Social media is making more of a statement than ever before. This generation is not taking anything lying down, which has seen many creatives take to Instagram to not only push the message of equality, and elevate BIPOC artists, but do so in a way that’s as intrinsically intriguing as it is informative.

Something to remember: supporting the work of Black artists means more than simply sharing a post. It’s the ongoing and intentional process of accountability. Look to give these creatives a platform, especially the emerging and local artists in your own community.

1. Sheila Janet @butterscotsch_isle
A visual artist and creative director depicting Black beauty. Her Rebirth of Venus has gone on to be re-imagined by illustrators globally as an image for the current cultural climate.

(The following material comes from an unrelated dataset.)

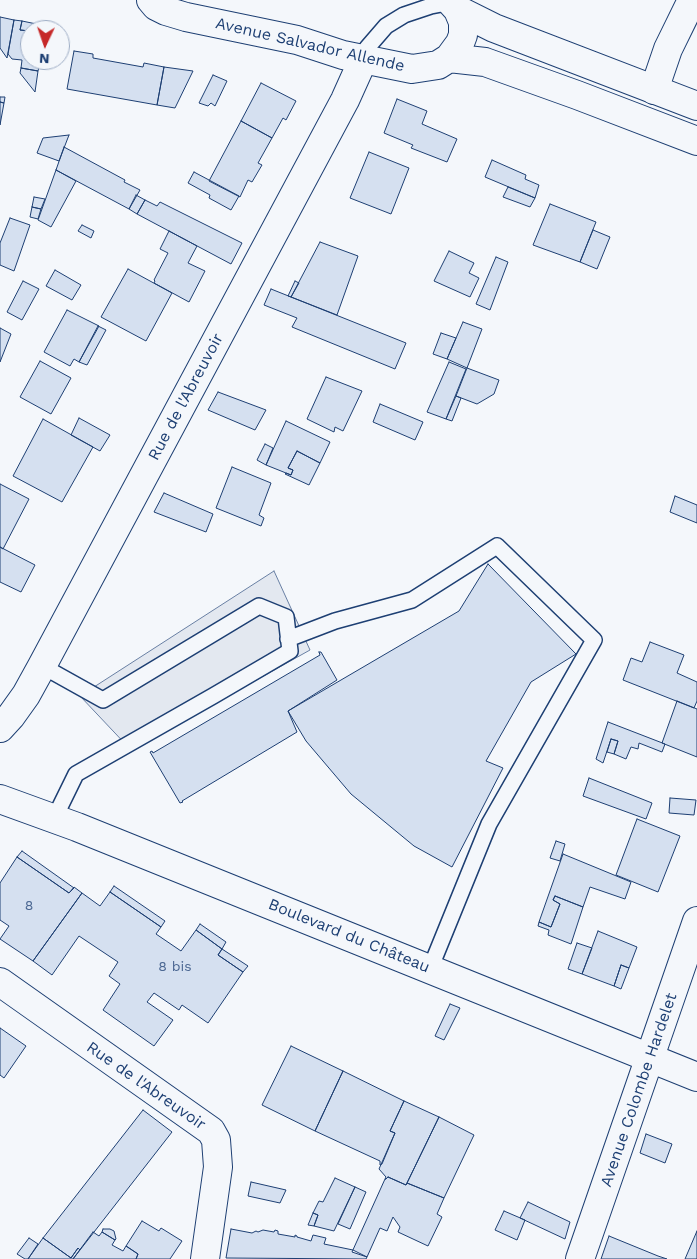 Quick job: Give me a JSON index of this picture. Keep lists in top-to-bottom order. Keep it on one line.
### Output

2. Nichole Washington @nicholawola
This mixed-media artist creates work that looks to the healing power of symbols. In one post she states that they, “are used as a secret form of communication and also as protection.”

3. Nourie Flayhan @nouriflayhan 
The Lebanese illustrator and fashion favourite has been creating works surrounding the recent happenings in America, as well as highlighting the work that needs to be done here in the Arab world too.

4. Jon Henry @whoisdamaster 
A New York-based artist whose 2014 series of photographs, The Stranger Fruit, ignited conversations, and is still very much poignant today.

5. Abdullah Al-Ameeri @digitalabdullah
A wordsmith and photographer who has taken to Instagram to share his art and reflections on being a Black Arab man today – the Boy on Fire poem is particularly powerful.

6. Zanele Muholi @muholizanele 
This South African artist uses post-production to darken the colour her subjects’ skin, challenging notions surrounding Black beauty and intersectional feminism.

7. Linnet Panashe Rubaya @cigherette 
A British self-taught artist whose work articulates the Black modern narrative. She says in an Instagram caption: “Not confronting the conversations that you don’t understand and/or your own perspective, is to stand on the side that is against progress – political or otherwise.”

8. Marc Clennon @mark.c 
This New York-based creative has been on the streets, capturing real moments and emotions during the recent protests. His image of a man outside The Trump Tower was seen all over Instagram.

9. Ilyes Griyeb @ilyesg 
Ilyes is a French-Moroccan photographer who creates images depicting Black youth in his most recent series, and is selling the prints to raise funds to fight racism.

10. Aline + Célia @SacréeFrangine 
A creative duo whose illustration work has seen them go on to collaborate with the likes of Penguin Books on a cover for The Colour Purple. In recent weeks, they’ve turned their attention to the recent movement.